• Problem statement: Your copy should hold exactly the lines from the beginning of the listing below through the line with "--surface:#fff; --page:#f2f2f3; --text:#1f2937;", without any pictures.
Given records below:
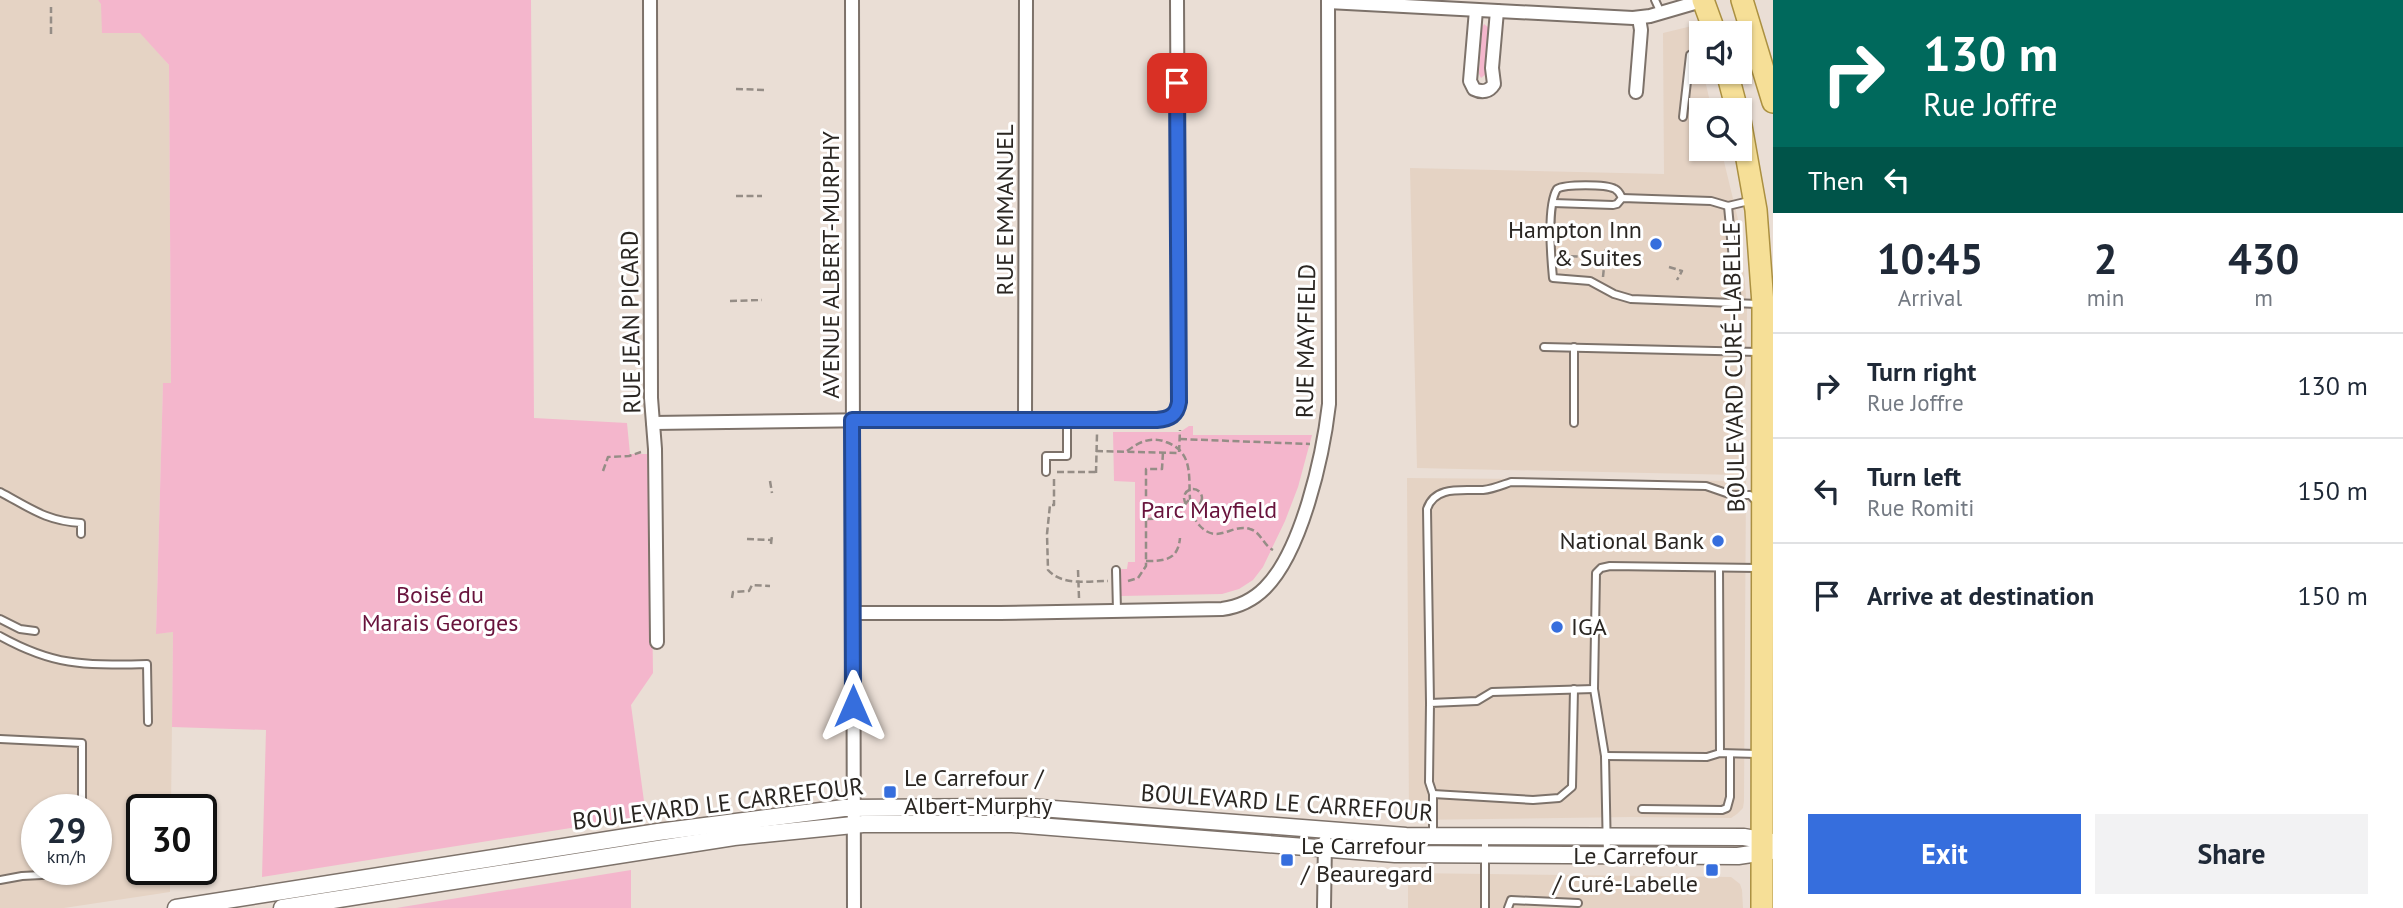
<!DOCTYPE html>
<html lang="en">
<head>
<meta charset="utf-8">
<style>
  :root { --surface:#fff; --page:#f2f2f3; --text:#1f2937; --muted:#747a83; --line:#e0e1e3; --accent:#366edd }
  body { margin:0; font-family:"PT Sans",sans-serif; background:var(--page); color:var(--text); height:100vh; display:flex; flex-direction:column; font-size:26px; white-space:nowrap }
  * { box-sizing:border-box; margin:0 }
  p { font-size:23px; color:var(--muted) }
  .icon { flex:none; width:38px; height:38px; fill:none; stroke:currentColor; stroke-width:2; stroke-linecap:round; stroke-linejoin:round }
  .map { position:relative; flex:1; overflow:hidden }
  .details { display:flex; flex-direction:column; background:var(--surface); width:630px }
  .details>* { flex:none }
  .top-card { background:#00695c; color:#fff; overflow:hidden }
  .buttons { position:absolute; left:1689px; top:21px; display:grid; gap:14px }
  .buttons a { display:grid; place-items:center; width:63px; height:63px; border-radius:0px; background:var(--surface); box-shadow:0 2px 5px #0004; font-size:35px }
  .speed { position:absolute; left:21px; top:794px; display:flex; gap:14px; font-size:35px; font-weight:700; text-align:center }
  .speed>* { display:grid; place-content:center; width:91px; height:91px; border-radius:50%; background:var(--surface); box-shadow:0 2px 5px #0004; line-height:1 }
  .speed small { font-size:18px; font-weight:400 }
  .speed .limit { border:4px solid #111; border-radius:10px; background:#fff; color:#111 }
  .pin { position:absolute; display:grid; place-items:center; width:60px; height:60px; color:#fff; margin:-30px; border-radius:14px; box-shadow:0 4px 10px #0006 }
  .me { position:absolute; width:77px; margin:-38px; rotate:0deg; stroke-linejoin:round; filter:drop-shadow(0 0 5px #0008) }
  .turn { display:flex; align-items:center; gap:24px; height:147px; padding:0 35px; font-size:32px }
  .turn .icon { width:91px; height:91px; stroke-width:2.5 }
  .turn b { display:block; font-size:49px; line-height:60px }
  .then { display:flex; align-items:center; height:66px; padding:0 35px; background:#0003; gap:14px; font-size:26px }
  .eta { display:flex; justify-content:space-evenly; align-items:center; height:119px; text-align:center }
  .eta b { font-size:42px; font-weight:700; line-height:49px }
  .action { display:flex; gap:14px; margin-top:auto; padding:14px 35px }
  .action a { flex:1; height:80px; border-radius:0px; background:var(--accent); color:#fff; font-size:28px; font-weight:700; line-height:80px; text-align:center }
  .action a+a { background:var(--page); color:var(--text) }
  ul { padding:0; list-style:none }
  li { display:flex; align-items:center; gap:21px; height:105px; padding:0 35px; border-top:2px solid var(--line) }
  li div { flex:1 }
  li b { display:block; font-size:26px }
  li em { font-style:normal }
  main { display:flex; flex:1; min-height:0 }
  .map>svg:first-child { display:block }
</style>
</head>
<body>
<main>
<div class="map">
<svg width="1773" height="908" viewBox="0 0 1773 908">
  <rect width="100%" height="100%" fill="#eaded5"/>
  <g fill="#e5d3c4" fill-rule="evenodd">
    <path d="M 0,0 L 98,0 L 140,32 L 169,65 L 171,383 L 163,384 L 156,633 L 173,632 L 171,810 L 142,810 L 142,870 L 170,870 L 170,892 L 64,908 L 0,908 ZM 37,810 L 96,810 L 96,870 L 37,870 Z"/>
    <polygon points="1692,26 1701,63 1701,72 1703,72 1712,110 1701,110 1701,149 1721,149 1741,232 1747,309 1746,374 1738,475 1417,468 1410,168 1664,174 1663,33"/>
    <polygon points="1407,478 1746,481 1744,801 1743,808 1737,814 1731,818 1632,817 1409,820"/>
    <polygon points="1408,873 1731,877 1740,884 1742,890 1743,908 1408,908"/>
  </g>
  <g fill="#f4b6cc">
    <polygon points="98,0 531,0 534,418 627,423 630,454 650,454 653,673 631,705 646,816 262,877 266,730 172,727 173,632 156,634 163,383 171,383 169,65 140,33 102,33 101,4"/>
    <polygon points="1484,24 1489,28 1486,74 1481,78 1479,74 1482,28"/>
    <polygon points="1189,426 1193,426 1193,435 1312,435 1298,487 1285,521 1263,567 1253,580 1239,589 1222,594 1121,596 1121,569 1127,569 1128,562 1135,562 1135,482 1114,481 1113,432 1180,432"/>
    <polygon points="631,870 631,908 396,908"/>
  </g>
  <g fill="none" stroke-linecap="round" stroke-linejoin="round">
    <g stroke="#7d726a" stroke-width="10">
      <g id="service">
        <polyline points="1655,0 1661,13"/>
        <polyline points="1683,117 1690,55 1701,49"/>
        <path d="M 1622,198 C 1620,194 1619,191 1615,189 C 1606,184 1565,184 1557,189 C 1547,205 1551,257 1553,278 L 1590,281 L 1614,294 L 1631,299 L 1758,304"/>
        <polyline points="1553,203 1613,205 1617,204 1622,198 1711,201 1728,206 1749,201"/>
        <polyline points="1728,206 1737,303"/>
        <polyline points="1544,347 1758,352"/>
        <polyline points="1574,423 1574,347"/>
        <polyline points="1046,472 1046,456 1067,456 1067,419"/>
        <path d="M 0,492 C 30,508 46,521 81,523 L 81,534"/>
        <polyline points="1719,568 1720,753"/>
        <polyline points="1116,570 1117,611"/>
        <polyline points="0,619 20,629 35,631"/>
        <path d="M 0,636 C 56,667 86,665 147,664 L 148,722"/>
        <path d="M 1430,703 L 1427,509 C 1435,485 1463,491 1483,490 C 1493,489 1502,485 1511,482 L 1706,486 L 1732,495 L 1750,495 L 1757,502"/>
        <polyline points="0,739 82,743 82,810"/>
        <polyline points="1605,756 1707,757 1720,753 1757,754"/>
        <polyline points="1433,794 1533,800 1559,798 1572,787 1574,689"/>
        <polyline points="1642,809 1722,810 1727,808 1730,797 1730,754"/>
        <polyline points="1433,835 1433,794 1429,782 1430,703 1477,701 1492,692 1594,689"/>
        <polyline points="1607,855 1605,756 1594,689 1596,573 1601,568 1610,566 1758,568"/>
        <polyline points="0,880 22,876 81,873 81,870"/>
        <polyline points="1485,908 1485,836"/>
        <polyline points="1508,908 1511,900 1578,903"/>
      </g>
    </g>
    <g stroke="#7d726a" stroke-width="16">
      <g id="minor">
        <polyline points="650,0 651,398 655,449 657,642"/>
        <polyline points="852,0 854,908"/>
        <polyline points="1328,2 1633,18 1650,16 1705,0"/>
        <path d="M 1476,10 L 1470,81 L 1474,89 C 1482,93 1489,92 1494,84 L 1492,68 L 1497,11"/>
        <polyline points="1636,92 1641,30 1639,18"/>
        <polyline points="1025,419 1026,0"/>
        <path d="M 653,423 L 877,420 L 1157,420 C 1170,419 1177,415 1179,402 L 1177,0"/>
        <path d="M 853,613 L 1000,613 L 1222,609 C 1238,607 1253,600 1265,588 C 1302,551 1323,456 1329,404 L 1328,0"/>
        <polyline points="1324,908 1325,841"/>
      </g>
    </g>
    <g stroke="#7d726a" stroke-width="19">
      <g id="tertiary">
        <polyline points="176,908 658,832 844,808 1027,807 1406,836 1744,837 1773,842"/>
        <polyline points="282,908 734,837 863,824 1012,824 1395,854 1738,856 1771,851"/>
      </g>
    </g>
    <g stroke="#ab9041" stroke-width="24">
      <g id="primary">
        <polyline points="1703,0 1715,33"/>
        <polyline points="1742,0 1773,102"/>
        <polyline points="1727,72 1737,110"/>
        <polyline points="1740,120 1756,210 1763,304 1762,908"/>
      </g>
    </g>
    <g stroke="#958d86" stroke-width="2.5" stroke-dasharray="7 3.5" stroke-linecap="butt">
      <polyline points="51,34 51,7"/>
      <polyline points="736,89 765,90"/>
      <polyline points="736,196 762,196"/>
      <polyline points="1561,253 1566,256 1621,258 1639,265"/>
      <polyline points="1669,267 1682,271 1677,280"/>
      <polyline points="1603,277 1606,246"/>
      <polyline points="730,301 762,300"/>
      <polyline points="1180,439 1310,444"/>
      <polyline points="1096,451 1179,453 1180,430"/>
      <path d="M 1127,451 C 1139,442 1151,436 1166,442 C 1206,456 1177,502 1200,526 C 1218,545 1232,523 1250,529 C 1261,532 1263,545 1273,550"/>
      <polyline points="603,471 608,457 629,456 641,452"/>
      <polyline points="1057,472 1096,472"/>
      <polyline points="1096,473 1097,434"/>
      <path d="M 1054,479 L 1054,505 L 1050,505 L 1047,534 L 1048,570 C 1062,586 1088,581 1108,581"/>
      <polyline points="770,481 772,493"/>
      <circle cx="1193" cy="498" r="9"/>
      <polyline points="1147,519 1170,518 1191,498"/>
      <polyline points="747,539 771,540"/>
      <polyline points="771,544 772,535"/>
      <path d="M 1146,561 C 1165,561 1178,560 1180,538"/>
      <polyline points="1078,570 1079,598"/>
      <polyline points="1128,581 1138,578 1146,566 1146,469 1162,469 1163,452"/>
      <polyline points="732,598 733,592 749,591 752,585 770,586"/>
    </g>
    <use href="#service" stroke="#fff" stroke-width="6"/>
    <use href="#minor" stroke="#fff" stroke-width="12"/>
    <use href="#tertiary" stroke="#fff" stroke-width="16"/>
    <use href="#primary" stroke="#f6df97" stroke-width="21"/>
  </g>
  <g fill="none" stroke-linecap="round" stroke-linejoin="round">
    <g stroke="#234890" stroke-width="18">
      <path id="route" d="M 853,706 L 852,420 L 1157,420 C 1170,419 1177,415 1179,402 L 1177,83"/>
    </g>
    <use href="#route" stroke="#366edd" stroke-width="12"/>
  </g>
  <g fill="#366edd" stroke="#fff" stroke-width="2.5">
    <circle cx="1656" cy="244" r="7"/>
    <circle cx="1718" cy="541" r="7"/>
    <circle cx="1557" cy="627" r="7"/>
    <rect x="883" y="785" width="14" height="14" rx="3.5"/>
    <rect x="1280" y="853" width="14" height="14" rx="3.5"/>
    <rect x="1705" y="863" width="14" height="14" rx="3.5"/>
  </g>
  <g text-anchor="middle" stroke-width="6" stroke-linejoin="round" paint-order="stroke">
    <g font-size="24" fill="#2a2622" stroke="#fff">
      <text transform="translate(1005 210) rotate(-90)" y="8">RUE EMMANUEL</text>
      <text transform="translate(831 265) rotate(-90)" y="8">AVENUE ALBERT-MURPHY</text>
      <text transform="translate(631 322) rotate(-91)" y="8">RUE JEAN PICARD</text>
      <text transform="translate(1306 341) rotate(-89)" y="8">RUE MAYFIELD</text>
      <text transform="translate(1734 367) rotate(-91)" y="8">BOULEVARD CURÉ-LABELLE</text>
      <text transform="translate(1287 803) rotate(4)" y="8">BOULEVARD LE CARREFOUR</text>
      <text transform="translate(718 804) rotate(-7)" y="8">BOULEVARD LE CARREFOUR</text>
    </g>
    <g font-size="24" fill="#2a2622" stroke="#fff" text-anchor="end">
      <text x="1642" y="238">Hampton Inn<tspan x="1642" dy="28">&amp; Suites</tspan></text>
      <text x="1704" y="549">National Bank</text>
      <text x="1571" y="635" text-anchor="start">IGA</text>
      <text x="904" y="786" text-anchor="start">Le Carrefour /<tspan x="904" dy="28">Albert-Murphy</tspan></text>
      <text x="1301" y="854" text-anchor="start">Le Carrefour<tspan x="1301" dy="28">/ Beauregard</tspan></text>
      <text x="1698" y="864">Le Carrefour<tspan x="1698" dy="28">/ Curé-Labelle</tspan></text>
    </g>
    <g font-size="24" fill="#68133c" stroke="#fff">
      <text x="1209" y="518">Parc Mayfield</text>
      <text x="440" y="603">Boisé du<tspan x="440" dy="28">Marais Georges</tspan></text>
    </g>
  </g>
</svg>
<div class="buttons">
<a><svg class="icon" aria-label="sound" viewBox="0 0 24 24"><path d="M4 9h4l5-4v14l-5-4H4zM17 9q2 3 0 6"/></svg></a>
<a><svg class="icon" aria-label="search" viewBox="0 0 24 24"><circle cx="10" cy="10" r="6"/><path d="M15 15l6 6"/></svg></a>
</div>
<div class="speed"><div>29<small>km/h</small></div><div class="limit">30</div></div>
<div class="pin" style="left:1177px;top:83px;background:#d93025"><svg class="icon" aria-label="arrive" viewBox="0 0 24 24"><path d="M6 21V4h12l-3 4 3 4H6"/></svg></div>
<svg class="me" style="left:853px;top:706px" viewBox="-20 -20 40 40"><path d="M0-17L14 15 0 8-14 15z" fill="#366edd" stroke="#fff" stroke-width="4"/></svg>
</div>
<section class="details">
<div class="top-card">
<div class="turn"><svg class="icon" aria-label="right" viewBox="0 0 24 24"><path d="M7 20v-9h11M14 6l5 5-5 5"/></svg><div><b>130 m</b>Rue Joffre</div></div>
<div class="then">Then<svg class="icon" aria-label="left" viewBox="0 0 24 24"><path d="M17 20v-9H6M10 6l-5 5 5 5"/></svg></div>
</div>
<div class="eta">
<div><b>10:45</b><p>Arrival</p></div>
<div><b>2</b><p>min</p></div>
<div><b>430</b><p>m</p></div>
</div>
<ul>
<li><svg class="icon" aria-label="right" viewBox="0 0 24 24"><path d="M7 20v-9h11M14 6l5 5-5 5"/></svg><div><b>Turn right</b><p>Rue Joffre</p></div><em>130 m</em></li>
<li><svg class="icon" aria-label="left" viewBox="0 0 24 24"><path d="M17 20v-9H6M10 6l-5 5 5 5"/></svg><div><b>Turn left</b><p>Rue Romiti</p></div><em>150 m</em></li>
<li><svg class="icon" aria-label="arrive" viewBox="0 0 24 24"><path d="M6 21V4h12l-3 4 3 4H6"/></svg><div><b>Arrive at destination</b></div><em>150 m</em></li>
</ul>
<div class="action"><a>Exit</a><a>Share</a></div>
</section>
</main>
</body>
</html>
End of Given records.
• Task result:
<!DOCTYPE html>
<html lang="en">
<head>
<meta charset="utf-8">
<style>
  :root { --surface:#fff; --page:#f2f2f3; --text:#1f2937; --muted:#747a83; --line:#e0e1e3; --accent:#366edd }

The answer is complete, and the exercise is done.